Analysis of spoken English from dozens of different regions has led some linguists to conclude -- although the point is still controversial -- that certain Appalachian dialects, and some of the isolated island dialects of coastal North and South Carolina, are the closest to the speech of Shakespeare's day, at least in terms of pronunciation.  Vocabulary changes according to the demands of the culture -- as I said, there's no such thing as a static language.

[Image licensed under the Creative Commons Alumnum, Primary Human Languages Improved Version, CC BY-SA 4.0]

The reason all this comes up is that linguists have come upon another example of a dialect that preserves a relic dialect -- this one, from a great deal longer ago than Elizabethan English.  In the region of Trabzon in northern Turkey, there is a group of people who speak Romeyka -- a dialect of Pontic Greek that is thought to have changed little since the region was settled from classical-era Greece over two thousand years ago.

Since that time, Romeyka has been passed down orally, and its status as a cultural marker meant that like Icelandic, it has been maintained with little change.  Modern Greek, however, has changed a great deal in that same time span; in terms of syntax (and probably pronunciation as well), Romeyka is closer to what would have been spoken in Athens in Socrates's time than Modern Greek is.  "Conversion to Islam across Asia Minor was usually accompanied by a linguistic shift to Turkish, but communities in the valleys retained Romeyka," said Ioanna Sitaridou, of the University of Cambridge, who is heading the study.  "And because of Islamization, they retained some archaic features, while the Greek-speaking communities who remained Christian grew closer to Modern Greek, especially because of extensive schooling in Greek in the nineteenth and early twentieth centuries...  Romeyka is a sister, rather than a daughter, of Modern Greek.  Essentially this analysis unsettles the claim that Modern Greek is an isolate language."

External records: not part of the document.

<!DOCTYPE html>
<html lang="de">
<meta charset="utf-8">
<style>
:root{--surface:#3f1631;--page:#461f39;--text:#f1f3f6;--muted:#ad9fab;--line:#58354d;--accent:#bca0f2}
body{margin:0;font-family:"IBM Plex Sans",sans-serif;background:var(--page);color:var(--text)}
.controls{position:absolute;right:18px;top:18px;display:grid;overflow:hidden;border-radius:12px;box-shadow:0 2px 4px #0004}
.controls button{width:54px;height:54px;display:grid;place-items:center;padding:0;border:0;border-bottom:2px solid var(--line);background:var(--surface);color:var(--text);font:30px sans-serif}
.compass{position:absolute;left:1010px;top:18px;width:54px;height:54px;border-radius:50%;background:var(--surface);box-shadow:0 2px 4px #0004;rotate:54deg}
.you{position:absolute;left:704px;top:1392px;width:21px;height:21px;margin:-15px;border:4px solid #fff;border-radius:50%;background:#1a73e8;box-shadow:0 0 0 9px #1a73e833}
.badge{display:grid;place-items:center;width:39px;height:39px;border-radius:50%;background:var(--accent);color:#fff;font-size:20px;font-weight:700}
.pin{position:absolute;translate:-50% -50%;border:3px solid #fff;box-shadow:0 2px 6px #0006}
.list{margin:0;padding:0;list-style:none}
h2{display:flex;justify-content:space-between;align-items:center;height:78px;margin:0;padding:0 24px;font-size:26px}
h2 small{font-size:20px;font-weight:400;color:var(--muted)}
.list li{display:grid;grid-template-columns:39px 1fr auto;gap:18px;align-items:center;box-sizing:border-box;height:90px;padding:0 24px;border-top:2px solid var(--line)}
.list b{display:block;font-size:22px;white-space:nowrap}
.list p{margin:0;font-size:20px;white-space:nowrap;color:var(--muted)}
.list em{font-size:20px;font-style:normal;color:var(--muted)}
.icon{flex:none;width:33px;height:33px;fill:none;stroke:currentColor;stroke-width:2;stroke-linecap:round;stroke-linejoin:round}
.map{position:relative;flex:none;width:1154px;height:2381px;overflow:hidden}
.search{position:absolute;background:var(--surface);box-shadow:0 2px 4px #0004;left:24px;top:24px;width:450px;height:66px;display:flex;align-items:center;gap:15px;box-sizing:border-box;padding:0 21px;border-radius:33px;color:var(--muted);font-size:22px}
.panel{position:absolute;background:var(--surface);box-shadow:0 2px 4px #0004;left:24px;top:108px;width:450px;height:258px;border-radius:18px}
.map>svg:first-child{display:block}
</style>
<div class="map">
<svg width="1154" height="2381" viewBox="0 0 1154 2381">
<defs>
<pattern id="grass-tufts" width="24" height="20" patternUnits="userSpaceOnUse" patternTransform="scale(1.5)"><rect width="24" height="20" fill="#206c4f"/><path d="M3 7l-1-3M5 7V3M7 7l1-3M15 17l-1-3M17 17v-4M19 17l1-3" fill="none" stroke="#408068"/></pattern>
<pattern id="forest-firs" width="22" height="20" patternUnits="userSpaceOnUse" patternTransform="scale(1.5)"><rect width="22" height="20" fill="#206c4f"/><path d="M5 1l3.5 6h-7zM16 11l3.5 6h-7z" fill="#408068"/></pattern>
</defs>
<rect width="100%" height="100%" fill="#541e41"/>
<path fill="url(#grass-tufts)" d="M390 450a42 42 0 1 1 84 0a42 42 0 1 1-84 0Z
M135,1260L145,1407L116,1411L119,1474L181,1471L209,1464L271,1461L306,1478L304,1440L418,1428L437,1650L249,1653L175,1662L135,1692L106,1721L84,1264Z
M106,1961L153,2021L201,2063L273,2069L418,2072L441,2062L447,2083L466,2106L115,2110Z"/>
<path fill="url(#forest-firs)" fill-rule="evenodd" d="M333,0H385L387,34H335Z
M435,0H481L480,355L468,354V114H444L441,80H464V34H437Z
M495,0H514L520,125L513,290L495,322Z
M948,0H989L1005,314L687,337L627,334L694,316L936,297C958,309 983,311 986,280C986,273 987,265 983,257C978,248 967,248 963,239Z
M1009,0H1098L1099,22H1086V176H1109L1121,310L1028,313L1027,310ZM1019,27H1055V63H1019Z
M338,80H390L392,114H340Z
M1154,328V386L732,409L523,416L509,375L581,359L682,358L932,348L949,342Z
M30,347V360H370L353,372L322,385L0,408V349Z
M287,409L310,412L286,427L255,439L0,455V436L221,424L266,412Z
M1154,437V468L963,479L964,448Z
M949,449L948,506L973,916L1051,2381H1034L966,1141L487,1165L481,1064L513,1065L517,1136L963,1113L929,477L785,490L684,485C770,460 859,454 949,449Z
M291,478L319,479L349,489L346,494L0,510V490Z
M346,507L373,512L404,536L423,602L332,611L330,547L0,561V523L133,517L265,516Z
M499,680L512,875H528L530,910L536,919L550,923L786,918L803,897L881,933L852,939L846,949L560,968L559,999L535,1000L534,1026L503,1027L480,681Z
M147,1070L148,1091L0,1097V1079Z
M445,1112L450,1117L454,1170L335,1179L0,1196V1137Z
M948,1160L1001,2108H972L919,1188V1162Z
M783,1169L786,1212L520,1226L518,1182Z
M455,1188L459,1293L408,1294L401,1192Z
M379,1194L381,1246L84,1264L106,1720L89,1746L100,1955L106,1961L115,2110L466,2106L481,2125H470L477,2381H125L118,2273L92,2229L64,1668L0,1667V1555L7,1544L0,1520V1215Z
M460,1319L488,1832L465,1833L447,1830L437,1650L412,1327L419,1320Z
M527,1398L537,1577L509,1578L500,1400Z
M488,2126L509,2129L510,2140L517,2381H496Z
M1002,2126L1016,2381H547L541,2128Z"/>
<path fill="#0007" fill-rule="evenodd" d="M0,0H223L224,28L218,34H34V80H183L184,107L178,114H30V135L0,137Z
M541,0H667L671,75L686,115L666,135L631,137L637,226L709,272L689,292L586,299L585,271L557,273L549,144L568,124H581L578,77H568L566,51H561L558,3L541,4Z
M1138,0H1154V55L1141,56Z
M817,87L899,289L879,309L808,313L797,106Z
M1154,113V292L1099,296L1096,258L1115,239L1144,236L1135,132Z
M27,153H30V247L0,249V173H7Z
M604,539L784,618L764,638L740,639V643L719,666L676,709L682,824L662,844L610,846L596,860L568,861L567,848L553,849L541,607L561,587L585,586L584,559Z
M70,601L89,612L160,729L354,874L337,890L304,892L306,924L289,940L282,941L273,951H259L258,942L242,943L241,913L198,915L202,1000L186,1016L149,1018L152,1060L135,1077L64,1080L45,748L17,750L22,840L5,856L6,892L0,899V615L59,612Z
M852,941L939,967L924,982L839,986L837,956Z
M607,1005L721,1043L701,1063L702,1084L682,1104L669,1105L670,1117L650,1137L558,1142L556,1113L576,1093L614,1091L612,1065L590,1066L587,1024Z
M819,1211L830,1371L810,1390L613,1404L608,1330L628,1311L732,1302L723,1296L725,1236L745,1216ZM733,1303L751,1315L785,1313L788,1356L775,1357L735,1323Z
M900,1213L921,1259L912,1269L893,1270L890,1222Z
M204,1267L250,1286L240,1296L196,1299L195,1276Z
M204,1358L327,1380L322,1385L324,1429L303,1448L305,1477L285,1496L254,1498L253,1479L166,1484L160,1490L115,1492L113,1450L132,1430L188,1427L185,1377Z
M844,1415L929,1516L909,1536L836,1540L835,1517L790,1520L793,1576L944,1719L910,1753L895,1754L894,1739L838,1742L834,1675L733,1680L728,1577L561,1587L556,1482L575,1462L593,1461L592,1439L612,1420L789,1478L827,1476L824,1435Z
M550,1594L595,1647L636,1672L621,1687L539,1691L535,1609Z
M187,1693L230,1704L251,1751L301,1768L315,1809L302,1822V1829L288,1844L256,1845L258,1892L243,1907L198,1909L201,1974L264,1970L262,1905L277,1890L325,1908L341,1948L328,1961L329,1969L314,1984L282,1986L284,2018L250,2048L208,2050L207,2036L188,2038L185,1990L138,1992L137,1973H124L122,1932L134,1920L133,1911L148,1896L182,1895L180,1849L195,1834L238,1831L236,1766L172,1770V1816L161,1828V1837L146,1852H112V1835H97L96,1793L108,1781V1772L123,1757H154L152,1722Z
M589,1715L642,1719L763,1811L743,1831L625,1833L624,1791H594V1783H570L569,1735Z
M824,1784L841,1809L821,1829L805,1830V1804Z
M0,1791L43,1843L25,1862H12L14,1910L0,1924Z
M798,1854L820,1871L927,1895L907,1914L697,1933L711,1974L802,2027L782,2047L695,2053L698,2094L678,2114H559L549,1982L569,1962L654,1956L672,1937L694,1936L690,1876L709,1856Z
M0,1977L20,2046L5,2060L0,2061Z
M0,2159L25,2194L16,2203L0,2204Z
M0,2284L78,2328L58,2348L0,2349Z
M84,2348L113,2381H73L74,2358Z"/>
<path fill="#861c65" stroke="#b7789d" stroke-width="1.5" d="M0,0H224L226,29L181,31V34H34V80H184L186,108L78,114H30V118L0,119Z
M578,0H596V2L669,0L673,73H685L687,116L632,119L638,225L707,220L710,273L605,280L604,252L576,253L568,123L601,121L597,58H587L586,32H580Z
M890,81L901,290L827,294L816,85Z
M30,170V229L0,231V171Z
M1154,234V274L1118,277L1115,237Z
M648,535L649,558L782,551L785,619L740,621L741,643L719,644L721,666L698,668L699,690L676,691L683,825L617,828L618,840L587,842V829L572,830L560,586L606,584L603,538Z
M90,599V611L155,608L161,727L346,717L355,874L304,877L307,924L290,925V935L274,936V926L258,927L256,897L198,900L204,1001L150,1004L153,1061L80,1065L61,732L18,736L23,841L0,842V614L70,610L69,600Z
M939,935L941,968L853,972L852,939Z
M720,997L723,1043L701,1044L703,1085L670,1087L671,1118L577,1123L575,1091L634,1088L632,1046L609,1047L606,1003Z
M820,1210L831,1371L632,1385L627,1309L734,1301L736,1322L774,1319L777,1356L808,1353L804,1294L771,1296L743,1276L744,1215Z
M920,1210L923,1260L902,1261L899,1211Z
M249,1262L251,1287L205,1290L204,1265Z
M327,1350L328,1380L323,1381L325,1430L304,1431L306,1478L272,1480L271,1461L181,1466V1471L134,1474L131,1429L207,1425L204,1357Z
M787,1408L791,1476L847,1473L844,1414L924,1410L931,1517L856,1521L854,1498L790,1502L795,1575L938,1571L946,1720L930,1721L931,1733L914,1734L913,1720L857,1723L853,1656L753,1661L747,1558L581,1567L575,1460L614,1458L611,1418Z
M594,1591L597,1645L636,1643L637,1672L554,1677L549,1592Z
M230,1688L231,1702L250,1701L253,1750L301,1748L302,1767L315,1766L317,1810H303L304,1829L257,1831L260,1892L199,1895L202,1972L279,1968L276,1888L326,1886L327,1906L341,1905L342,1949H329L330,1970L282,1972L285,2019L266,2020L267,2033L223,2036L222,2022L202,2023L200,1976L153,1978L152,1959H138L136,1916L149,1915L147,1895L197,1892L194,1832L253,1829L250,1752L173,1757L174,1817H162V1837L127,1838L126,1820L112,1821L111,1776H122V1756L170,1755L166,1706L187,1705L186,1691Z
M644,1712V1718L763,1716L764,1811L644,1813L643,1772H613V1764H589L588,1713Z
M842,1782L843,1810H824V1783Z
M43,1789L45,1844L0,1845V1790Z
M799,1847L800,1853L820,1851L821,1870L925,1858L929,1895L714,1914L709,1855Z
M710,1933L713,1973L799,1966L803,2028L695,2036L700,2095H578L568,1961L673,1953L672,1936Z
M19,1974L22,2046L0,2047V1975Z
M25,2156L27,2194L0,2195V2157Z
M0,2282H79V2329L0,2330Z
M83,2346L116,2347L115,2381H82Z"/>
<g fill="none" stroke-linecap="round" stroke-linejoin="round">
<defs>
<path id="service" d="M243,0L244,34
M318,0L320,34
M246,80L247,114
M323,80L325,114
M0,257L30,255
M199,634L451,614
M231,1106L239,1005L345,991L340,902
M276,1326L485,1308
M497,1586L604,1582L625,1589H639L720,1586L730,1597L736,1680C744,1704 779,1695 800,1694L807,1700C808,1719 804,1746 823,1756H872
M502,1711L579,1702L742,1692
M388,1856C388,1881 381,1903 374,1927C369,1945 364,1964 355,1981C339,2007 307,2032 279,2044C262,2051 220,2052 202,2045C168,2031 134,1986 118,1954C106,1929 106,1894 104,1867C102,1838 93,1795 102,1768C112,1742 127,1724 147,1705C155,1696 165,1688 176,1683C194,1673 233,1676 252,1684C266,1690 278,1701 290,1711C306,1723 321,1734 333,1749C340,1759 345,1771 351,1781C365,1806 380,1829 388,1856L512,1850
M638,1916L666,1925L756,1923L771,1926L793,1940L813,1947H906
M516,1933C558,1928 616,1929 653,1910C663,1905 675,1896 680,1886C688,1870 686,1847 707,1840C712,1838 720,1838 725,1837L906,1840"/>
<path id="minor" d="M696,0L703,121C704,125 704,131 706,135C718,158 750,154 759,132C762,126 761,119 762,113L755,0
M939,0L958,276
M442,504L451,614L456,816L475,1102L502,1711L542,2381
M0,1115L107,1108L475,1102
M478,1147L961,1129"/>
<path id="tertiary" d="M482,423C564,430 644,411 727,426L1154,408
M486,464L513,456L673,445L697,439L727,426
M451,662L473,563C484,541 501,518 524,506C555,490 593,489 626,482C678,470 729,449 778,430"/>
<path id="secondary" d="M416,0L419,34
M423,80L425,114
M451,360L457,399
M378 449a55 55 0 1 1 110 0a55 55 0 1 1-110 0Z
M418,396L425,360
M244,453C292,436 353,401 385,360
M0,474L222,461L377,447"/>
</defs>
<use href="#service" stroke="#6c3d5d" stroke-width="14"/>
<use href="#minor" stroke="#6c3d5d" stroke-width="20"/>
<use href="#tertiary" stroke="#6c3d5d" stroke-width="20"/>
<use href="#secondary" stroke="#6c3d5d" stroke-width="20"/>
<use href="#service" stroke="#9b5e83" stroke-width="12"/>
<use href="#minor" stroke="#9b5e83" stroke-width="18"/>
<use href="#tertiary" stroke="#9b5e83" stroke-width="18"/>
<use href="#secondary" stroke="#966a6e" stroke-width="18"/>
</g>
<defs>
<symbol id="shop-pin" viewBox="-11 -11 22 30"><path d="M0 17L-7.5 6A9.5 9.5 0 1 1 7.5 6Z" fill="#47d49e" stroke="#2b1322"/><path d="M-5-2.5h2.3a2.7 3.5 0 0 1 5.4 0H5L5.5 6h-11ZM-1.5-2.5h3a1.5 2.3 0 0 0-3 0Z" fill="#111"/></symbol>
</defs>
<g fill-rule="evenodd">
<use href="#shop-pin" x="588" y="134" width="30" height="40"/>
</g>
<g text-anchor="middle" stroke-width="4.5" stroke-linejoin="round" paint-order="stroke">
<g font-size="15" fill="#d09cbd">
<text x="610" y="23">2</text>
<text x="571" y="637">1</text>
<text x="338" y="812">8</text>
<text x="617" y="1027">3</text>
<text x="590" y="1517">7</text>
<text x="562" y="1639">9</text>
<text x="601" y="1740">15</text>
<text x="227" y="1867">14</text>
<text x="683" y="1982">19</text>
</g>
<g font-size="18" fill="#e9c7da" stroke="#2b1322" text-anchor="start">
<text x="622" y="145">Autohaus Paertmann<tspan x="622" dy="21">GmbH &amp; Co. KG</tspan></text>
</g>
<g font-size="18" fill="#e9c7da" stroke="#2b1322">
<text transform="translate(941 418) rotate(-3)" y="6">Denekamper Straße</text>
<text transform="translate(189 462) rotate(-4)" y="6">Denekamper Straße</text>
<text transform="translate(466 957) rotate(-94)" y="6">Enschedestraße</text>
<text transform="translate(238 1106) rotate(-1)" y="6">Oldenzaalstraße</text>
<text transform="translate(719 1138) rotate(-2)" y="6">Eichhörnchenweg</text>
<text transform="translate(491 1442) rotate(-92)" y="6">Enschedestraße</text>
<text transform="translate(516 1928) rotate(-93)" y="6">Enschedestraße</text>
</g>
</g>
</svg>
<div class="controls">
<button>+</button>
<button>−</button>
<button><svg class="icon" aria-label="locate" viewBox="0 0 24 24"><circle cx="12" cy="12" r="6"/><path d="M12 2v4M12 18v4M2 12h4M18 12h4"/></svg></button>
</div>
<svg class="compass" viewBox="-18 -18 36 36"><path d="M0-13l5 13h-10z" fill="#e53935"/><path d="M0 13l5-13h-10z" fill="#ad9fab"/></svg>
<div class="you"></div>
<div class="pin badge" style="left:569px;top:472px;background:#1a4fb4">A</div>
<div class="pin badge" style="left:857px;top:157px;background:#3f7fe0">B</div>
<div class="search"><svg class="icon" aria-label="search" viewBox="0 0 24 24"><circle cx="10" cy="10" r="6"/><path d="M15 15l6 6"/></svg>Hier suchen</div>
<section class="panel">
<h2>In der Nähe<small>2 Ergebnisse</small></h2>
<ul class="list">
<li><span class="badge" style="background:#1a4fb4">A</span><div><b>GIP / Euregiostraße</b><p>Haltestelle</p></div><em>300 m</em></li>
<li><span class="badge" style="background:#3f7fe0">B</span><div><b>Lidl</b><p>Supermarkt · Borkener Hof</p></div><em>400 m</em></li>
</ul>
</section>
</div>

The problem facing the researchers is that like many minority languages, Romeyka is vanishing rapidly.  Most native speakers of Romeyka are over 65; fewer and fewer young people are learning it as their first language.  It's understandable, of course.  People want their children to succeed in the world, and it's critical that they be able to communicate in the majority language in schools, communities, and jobs.

But the loss of any language, especially one that has persisted virtually unchanged for so long, still strikes me as sad.

It's a consolation, though, that linguists like Ioanna Sitaridou are working to record, study, and preserve these dwindling languages before it's too late.  Especially in the case of a language like Romeyka, where there is no written form; without recordings and scholarly studies, once it's gone, it's gone.  How many other languages have vanished like that, without a trace -- when no more children are being raised to speak it, when the last native speaker dies?  It's the way of things, I suppose, but it's still a tragedy, a loss of the way of communication of an entire culture.

At least with Romeyka, we have people working on its behalf -- trying to find out what we can of a two-thousand-year-old linguistic relic from the time of Alexander the Great.